Although scientists can unambiguously identify type Ia supernovae if they can look at the spectra of light they generate, “this requires substantial time on a large telescope with a spectrometer,” Kovacs said. “This time is very expensive, and for the thousands of supernovae discovered in current surveys, is not available.”
Instead, the researchers wanted to see if neural nets could distinguish the two kinds of supernovae just based on how the intensity of their light varies over time. After training their neural net on simulated data comprised of 1,652 type Ia supernovae and 1,560 core-collapse supernovae, Kovacs and her colleagues found when their system was tested with 1,652 type Ia supernovae and 195 core-collapse supernovae, it could distinguish the two kinds of explosions with 98.7 percent accuracy.
Beyond big explosions
In addition to supernova research, neural nets can help scientists dig up insights from the mountains of information that astronomers are now collecting from satellites and observatories. For instance, graduate researcher Connor Hause and astrophysicist Andrej Prsa at Villanova University and their colleagues found that neural nets can help analyze the vast amounts of data regarding eclipsing binaries — that is, pairs of stars in binary systems that occasionally eclipse one another.
Eclipsing binaries can yield a great deal of details on the orbits, comparative temperatures, and other fundamental properties of the stars in these systems. “Their study also enables the testing of many stellar evolution theories, as well as helping determine distances to objects both within and outside our galaxy,” Hause says.
Hause, Prsa and their colleagues found that neural nets trained to analyze the light from nearly 21,000 simulated eclipsing binaries could automatically compute the physical parameters of 2,875 eclipsing binaries spotted by NASA’s Kepler space observatory in only 36 hours. Hause adds that neural networks can also perform such automated analysis can other kinds of star systems besides eclipsing binaries.
“Although the training process normally takes tens of hours to complete, hundreds of thousands of observations can be parameterized by a trained artificial neural network in a matter of seconds,” Hause says. “Successful implementations of artificial neural network systems will ensure that scientific yield keeps pace with future data collection rates.”

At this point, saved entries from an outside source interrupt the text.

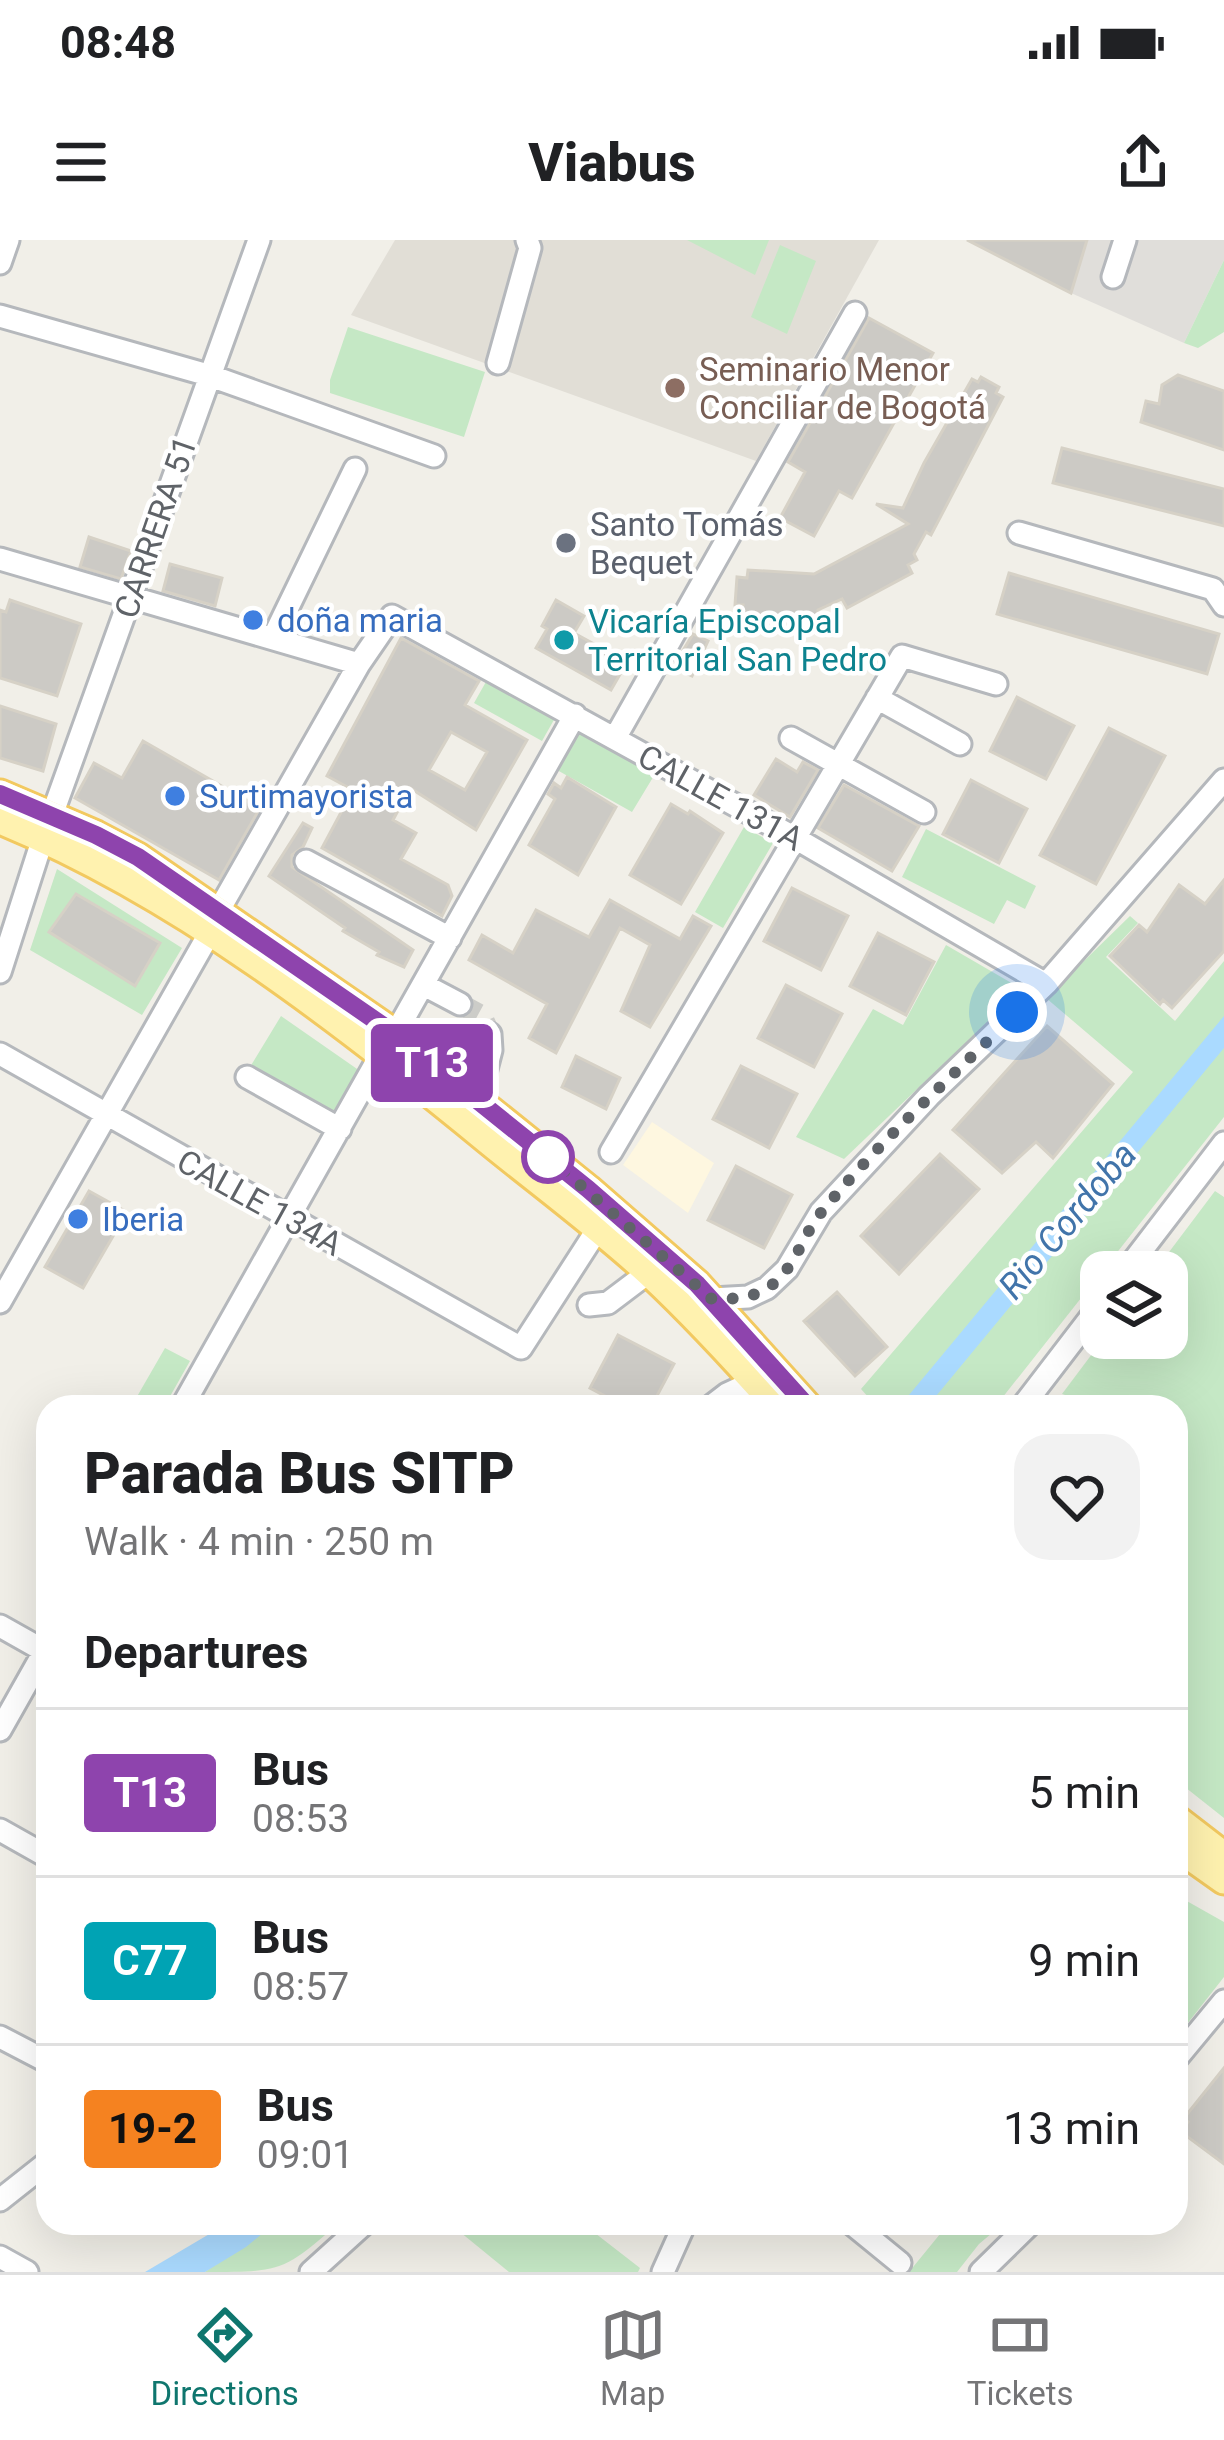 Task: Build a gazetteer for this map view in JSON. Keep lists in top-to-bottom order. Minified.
{"streets":{"street":["CARRERA 51","CALLE 131A","CALLE 134A"]},"water":["Rio Cordoba"],"places":["Seminario Menor Conciliar de Bogotá","Santo Tomás Bequet","doña maria","Vicaría Episcopal Territorial San Pedro","Surtimayorista","Iberia"],"lines":["bus line T13"],"page":{"status":"08:48","header":"Viabus","on_map":"T13","heading":[["Parada Bus SITP","Walk · 4 min · 250 m"],"Departures"],"list":[{"mark":"T13","name":"Bus","note":"08:53","value":"5 min"},{"mark":"C77","name":"Bus","note":"08:57","value":"9 min"},{"mark":"19-2","name":"Bus","note":"09:01","value":"13 min"}],"tabs":["Directions","Map","Tickets"]}} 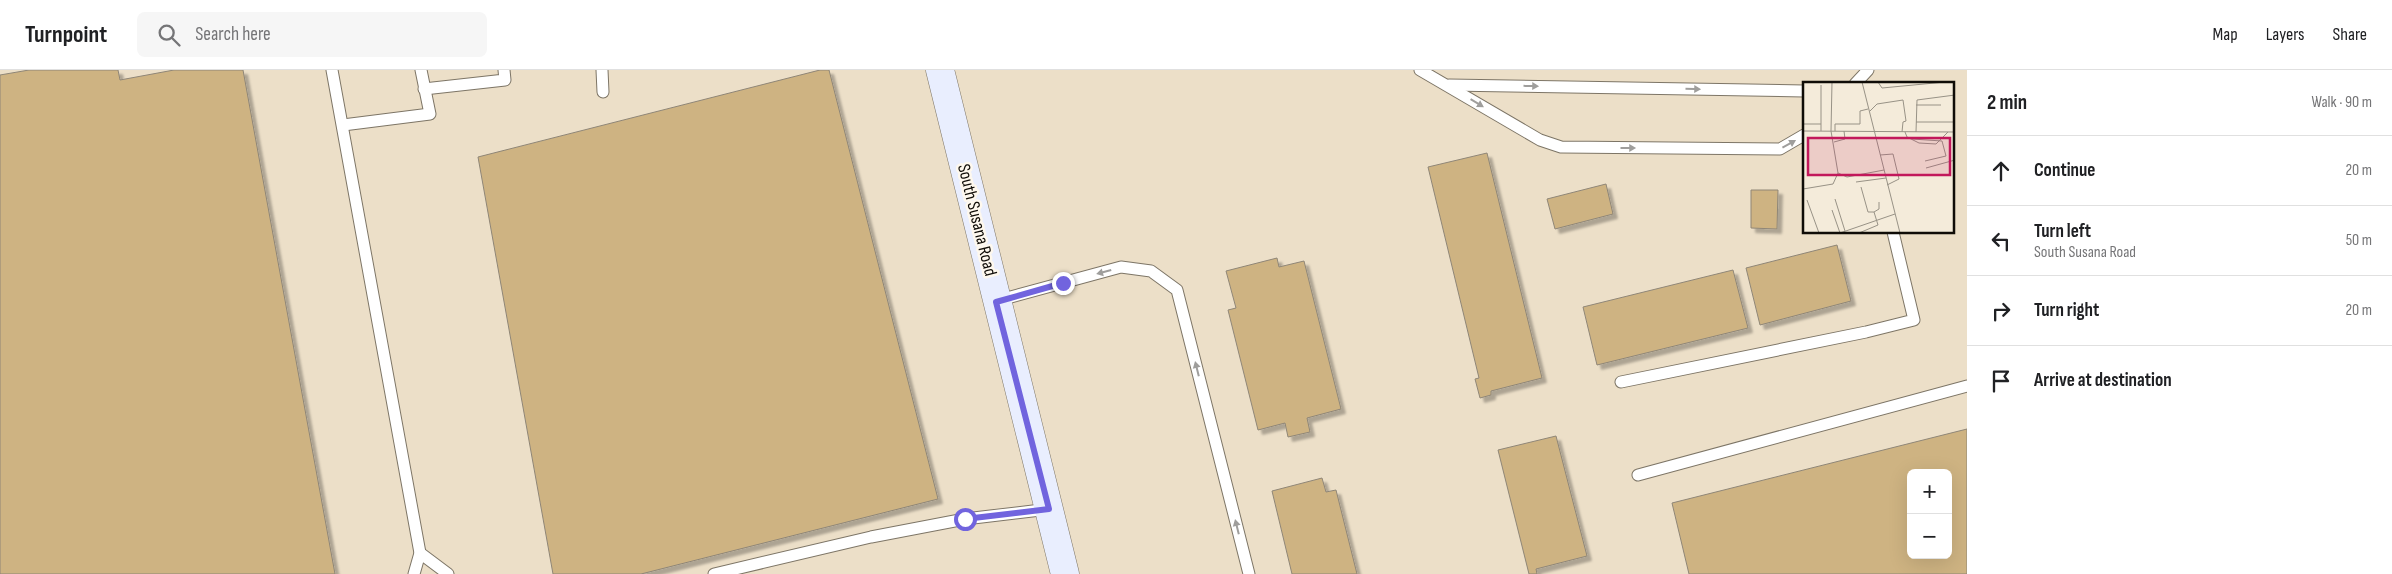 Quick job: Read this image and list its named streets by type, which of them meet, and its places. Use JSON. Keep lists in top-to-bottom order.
{
  "streets": {
    "street": ["South Susana Road"]
  },
  "page": {
    "header": "Turnpoint",
    "search": "Search here",
    "nav": ["Map", "Layers", "Share"],
    "heading": ["2 min", "Walk · 90 m"],
    "list": [
      ["Continue", "20 m"],
      ["Turn left", "South Susana Road", "50 m"],
      ["Turn right", "20 m"],
      "Arrive at destination"
    ],
    "map_buttons": ["+", "−"]
  }
} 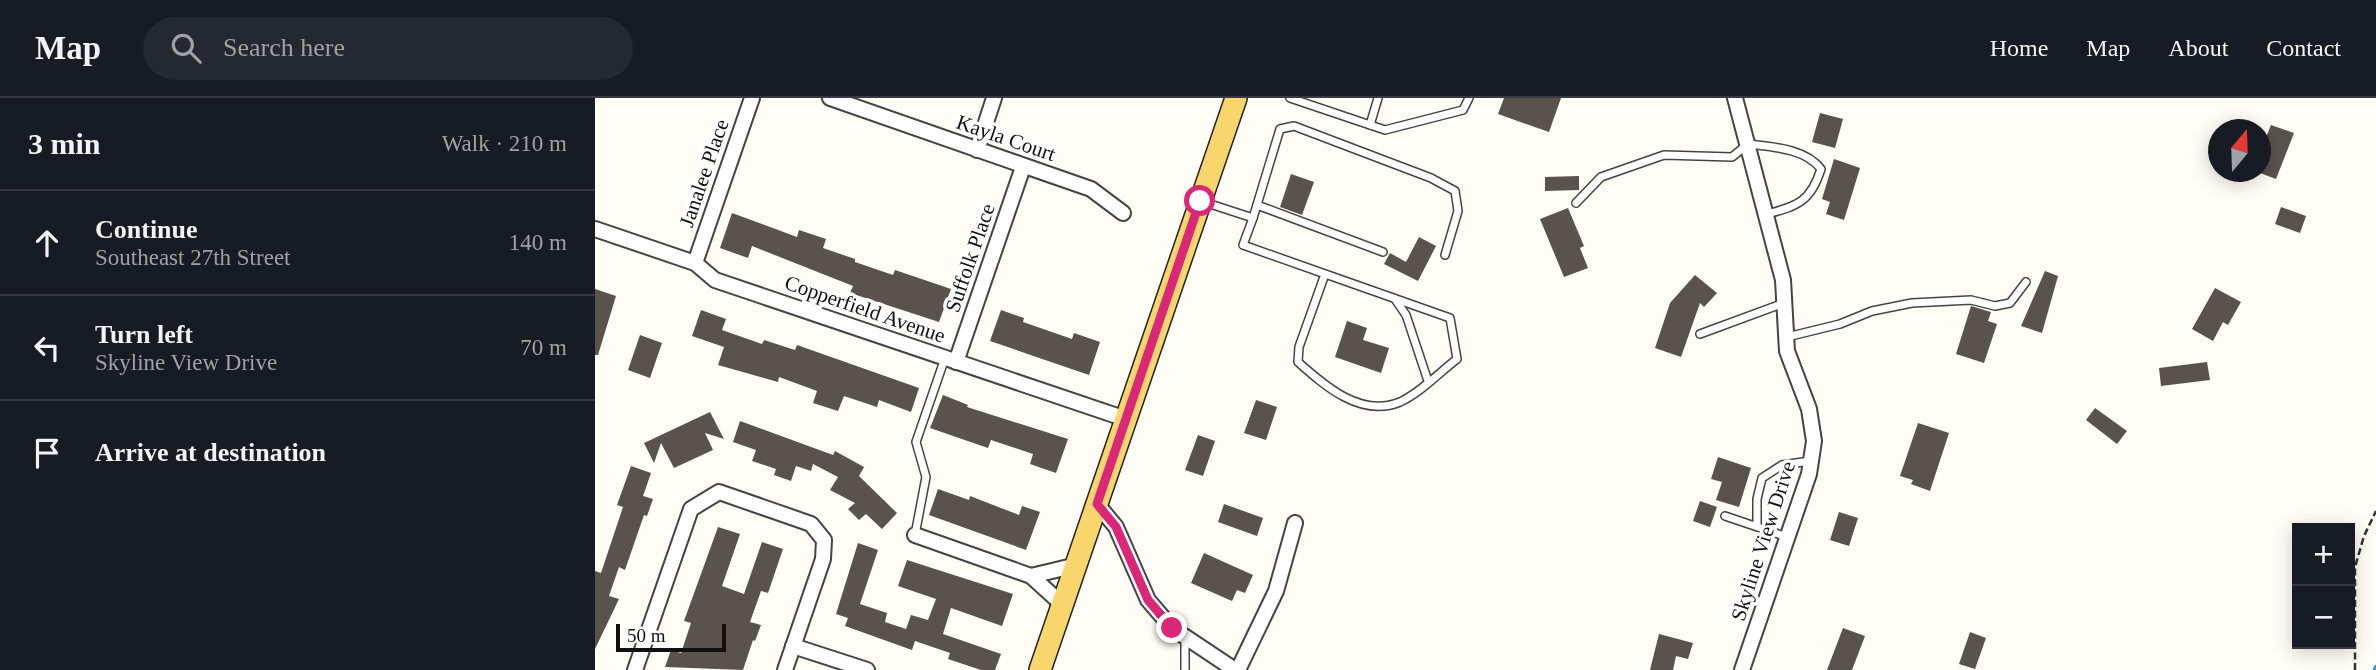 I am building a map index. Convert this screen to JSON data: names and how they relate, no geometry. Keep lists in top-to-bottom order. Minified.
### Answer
{"streets":{"street":["Kayla Court","Janalee Place","Suffolk Place","Copperfield Avenue","Skyline View Drive"]},"crossings":[["Kayla Court","Suffolk Place"],["Janalee Place","Copperfield Avenue"],["Suffolk Place","Copperfield Avenue"]],"scale_bar":"50 m","north":"top","page":{"header":"Map","search":"Search here","nav":["Home","Map","About","Contact"],"heading":["3 min","Walk · 210 m"],"list":[["Continue","Southeast 27th Street","140 m"],["Turn left","Skyline View Drive","70 m"],"Arrive at destination"],"map_buttons":["+","−"],"scale":"50 m"}} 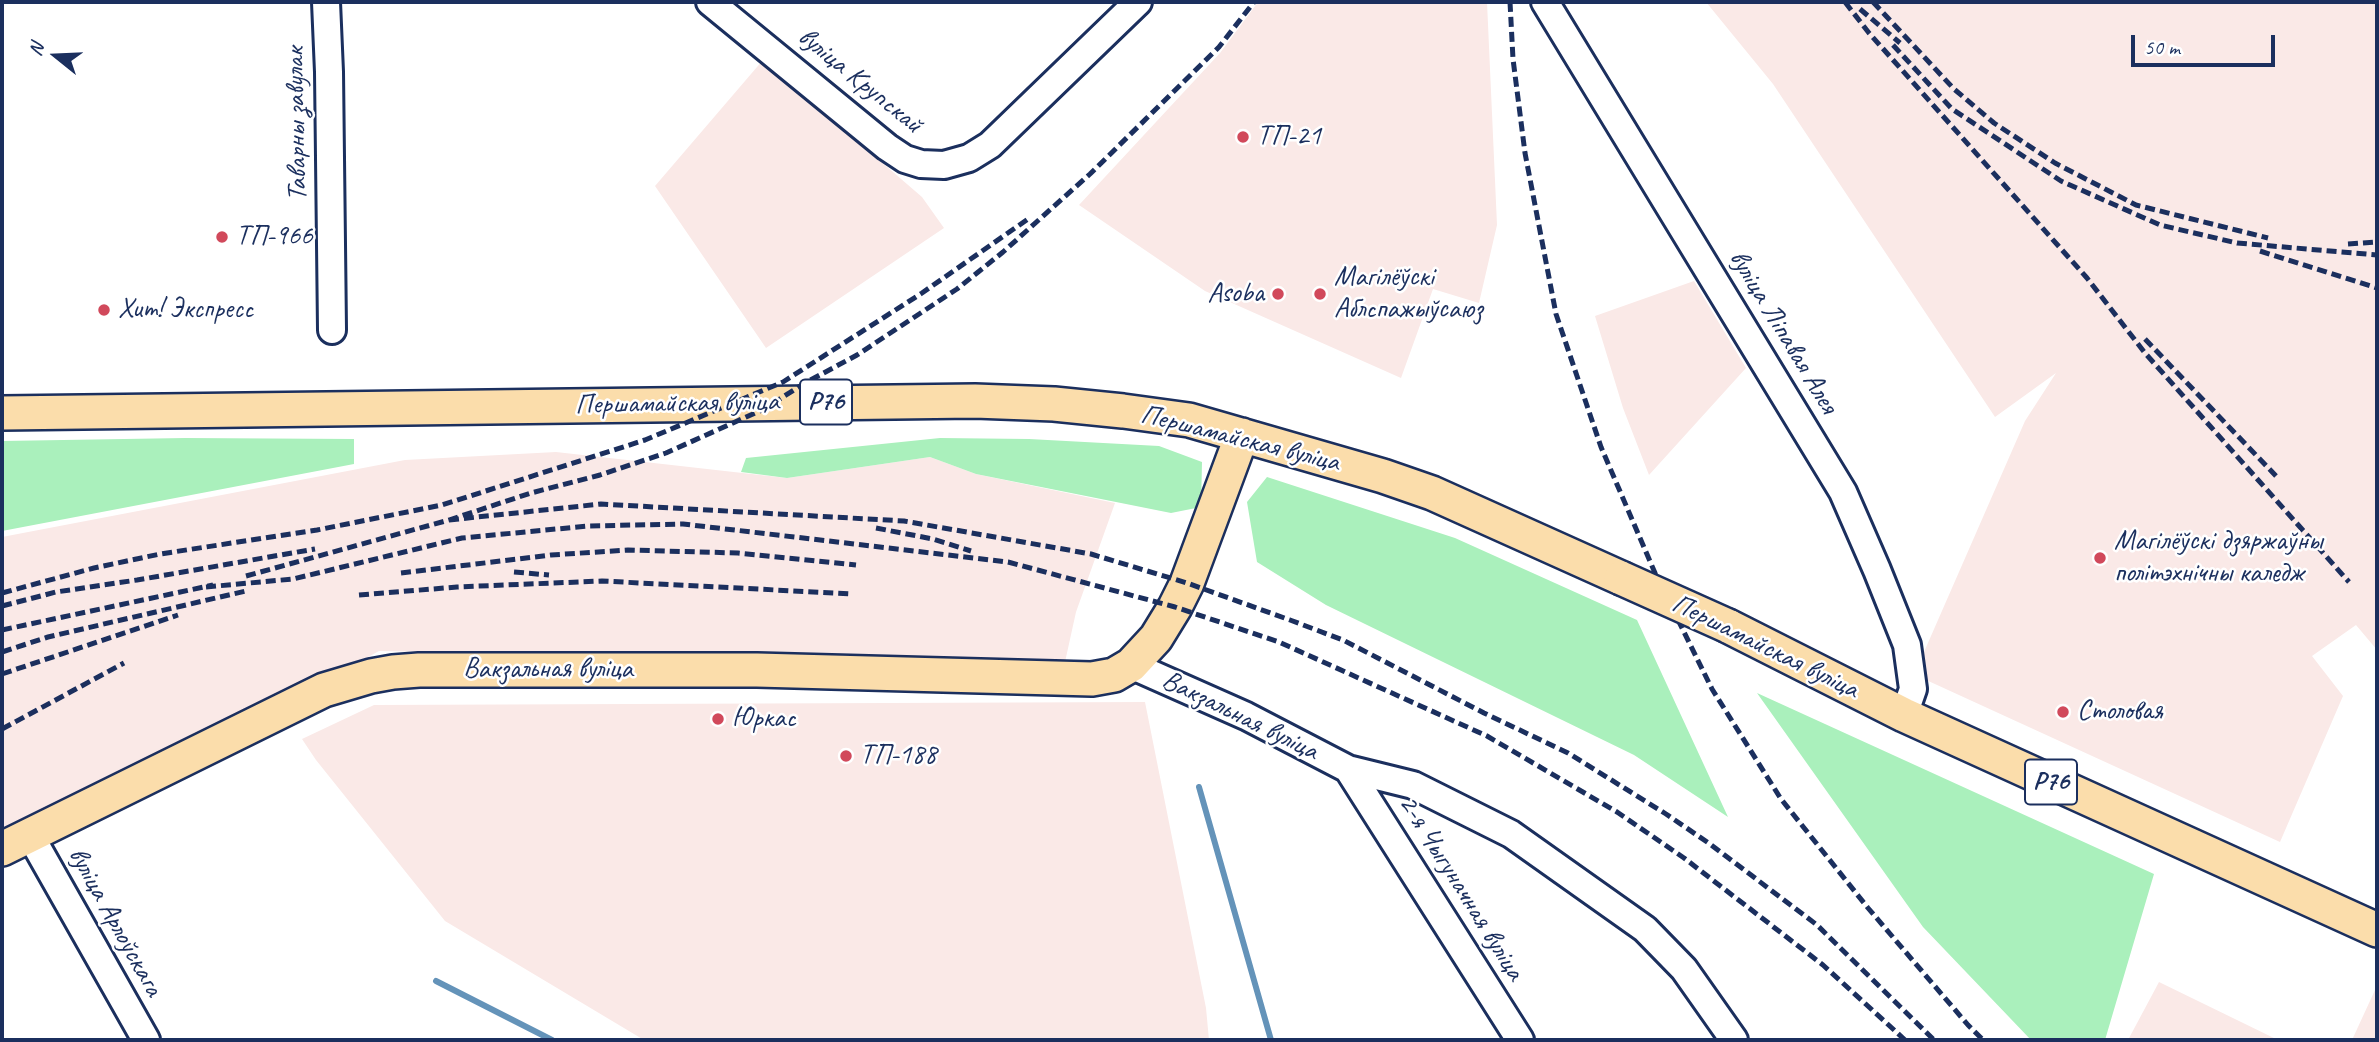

As powerful as neural nets are for astronomy research, a weakness of theirs is that while a neural net might tell you what the answer to a problem is, “it will not tell you why,” Villar says. This makes it difficult to determine “what physics it is actually telling us about,” she says. “It’s up to the scientist to figure out what the neural net learned.”
All three teams of researchers detailed their findings in January at the 229th American Astronomical Society meeting in Grapevine, Texas.